Le premier ministre turc a-t-il gagné contre une protestation morale ?

publié par Le Monde, 17 juin 2013 (http://www.lemonde.fr/idees/article/2013/06/17/le-premier-ministre-turc-a-t-il-gagne-contre-une-protestation-morale_3431516_3232.html )


La question de la réalité de la victoire remportée par le Premier ministre Erdoğan durant la nuit du 15 juin à Istanbul, mérite d’être posée. Certes, tout concoure à le déclarer vainqueur d’une épreuve de force sans précédent en Turquie depuis le coup d’Etat militaire de 1980. Il a mis fin à l’occupation du jardin Gezi, au cœur d’Istanbul, que lui-même, son gouvernement et son parti AKP ont déclarée illégale. Il a permis à la police, usant d’une violence extrême, de blesser et d’arrêter des milliers de contestataires de son pouvoir. Il a galvanisé ses partisans qu’il avait auparavant réunis dans un grand meeting, samedi après-midi à Ankara, promettant la fin des manifestations à Istanbul.

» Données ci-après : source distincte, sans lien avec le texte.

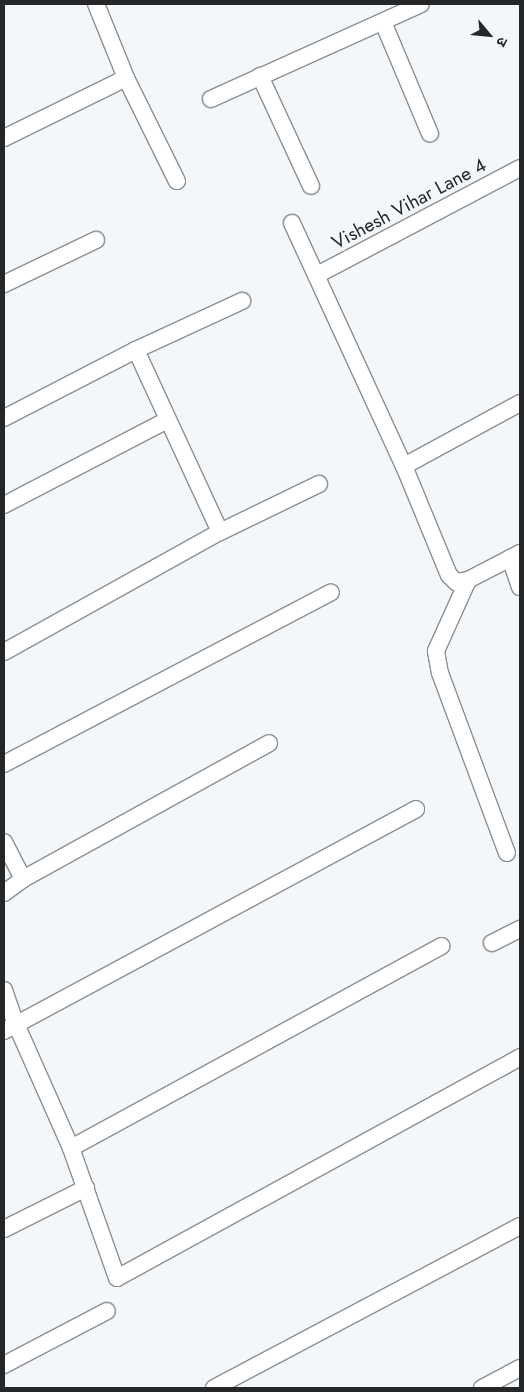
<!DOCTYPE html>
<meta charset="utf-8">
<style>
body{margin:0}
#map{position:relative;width:524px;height:1392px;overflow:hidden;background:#f3f7f9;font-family:Jost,"Noto Sans Devanagari",sans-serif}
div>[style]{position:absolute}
.roads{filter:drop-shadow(1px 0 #8c8f92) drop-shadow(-1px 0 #8c8f92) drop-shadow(0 1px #8c8f92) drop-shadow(0 -1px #8c8f92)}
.street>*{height:16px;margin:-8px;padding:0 8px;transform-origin:8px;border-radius:8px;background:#fff}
span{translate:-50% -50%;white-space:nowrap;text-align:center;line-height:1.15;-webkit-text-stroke:4px #f3f7f9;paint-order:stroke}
.street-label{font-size:19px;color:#242627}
.frame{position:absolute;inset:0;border:5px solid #242627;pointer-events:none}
.north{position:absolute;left:464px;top:10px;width:50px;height:50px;-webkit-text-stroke:4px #f3f7f9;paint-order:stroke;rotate:118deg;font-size:14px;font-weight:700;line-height:20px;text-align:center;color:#242627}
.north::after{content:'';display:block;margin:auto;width:18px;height:22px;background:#242627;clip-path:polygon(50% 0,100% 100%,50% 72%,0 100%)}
</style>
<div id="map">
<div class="roads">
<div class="street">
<i style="left:96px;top:4px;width:80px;rotate:67.9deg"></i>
<i style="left:126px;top:78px;width:115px;rotate:63.7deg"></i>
<i style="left:383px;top:22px;width:121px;rotate:67.2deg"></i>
<i style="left:260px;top:76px;width:121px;rotate:65.1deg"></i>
<i style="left:211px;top:99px;width:230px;rotate:-24.3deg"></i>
<i style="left:4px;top:138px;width:136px;rotate:-26.2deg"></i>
<i style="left:292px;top:223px;width:268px;rotate:65.3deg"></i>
<i style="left:404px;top:466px;width:118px;rotate:67.6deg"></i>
<i style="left:449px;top:575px;width:10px;rotate:45deg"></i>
<i style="left:456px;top:582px;width:12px;rotate:-9deg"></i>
<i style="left:468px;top:580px;width:59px;rotate:-27.4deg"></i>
<i style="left:317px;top:275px;width:229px;rotate:-27.8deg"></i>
<i style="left:4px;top:284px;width:102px;rotate:-25.6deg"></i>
<i style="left:136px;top:350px;width:200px;rotate:65.2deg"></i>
<i style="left:4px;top:418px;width:148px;rotate:-27.3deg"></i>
<i style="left:136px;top:350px;width:117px;rotate:-24.8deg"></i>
<i style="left:404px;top:466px;width:132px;rotate:-28.5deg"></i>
<i style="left:4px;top:505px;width:184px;rotate:-27.5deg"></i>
<i style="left:510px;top:558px;width:31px;rotate:71deg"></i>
<i style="left:468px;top:580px;width:78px;rotate:114.3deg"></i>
<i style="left:436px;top:651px;width:22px;rotate:80deg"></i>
<i style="left:440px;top:673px;width:192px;rotate:69.6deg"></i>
<i style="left:4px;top:652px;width:247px;rotate:-29.1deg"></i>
<i style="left:220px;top:532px;width:110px;rotate:-25.9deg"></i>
<i style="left:4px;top:764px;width:369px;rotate:-27.7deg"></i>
<i style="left:4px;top:842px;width:42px;rotate:62.8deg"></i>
<i style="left:4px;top:893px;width:24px;rotate:-36deg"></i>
<i style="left:23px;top:879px;width:281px;rotate:-28.9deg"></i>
<i style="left:492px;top:943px;width:31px;rotate:-27deg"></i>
<i style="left:4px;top:990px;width:36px;rotate:71deg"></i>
<i style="left:16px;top:1024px;width:136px;rotate:66.1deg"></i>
<i style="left:71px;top:1148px;width:138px;rotate:70.5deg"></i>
<i style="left:117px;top:1278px;width:460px;rotate:-28.7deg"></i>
<i style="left:4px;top:1031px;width:468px;rotate:-28.3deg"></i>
<i style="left:71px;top:1148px;width:422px;rotate:-28.6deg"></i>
<i style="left:4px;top:1229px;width:92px;rotate:-26.6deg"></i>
<i style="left:4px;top:1365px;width:116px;rotate:-27.7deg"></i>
<i style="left:214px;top:1388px;width:346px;rotate:-27.9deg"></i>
<i style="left:482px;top:1388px;width:43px;rotate:-27.8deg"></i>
</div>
</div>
<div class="street-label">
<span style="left:409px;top:204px;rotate:-28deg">Vishesh Vihar Lane 4</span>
</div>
<div class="frame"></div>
<div class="north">उ</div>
</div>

Soucieux aussi de la prospérité économique qui constitue, avec la religion, le credo de son pouvoir et de son populisme, Erdoğan s’est employé à montrer le visage du retour au calme, à la loi et à la sécurité dans la grande capitale touristique de Turquie. Les projets de caserne ottomane et de centre commercial à la place du jardin Gezi, d’où est parti le mouvement, ne sont pas seulement destinés aux nouvelles couches de la petite bourgeoisie urbaine profitant pleinement des mesures économiques de l’AKP. Ils devaient donner une image rassurante et aseptisée d’une ville souvent jugée sale et anarchique par ses nombreux visiteurs occidentaux.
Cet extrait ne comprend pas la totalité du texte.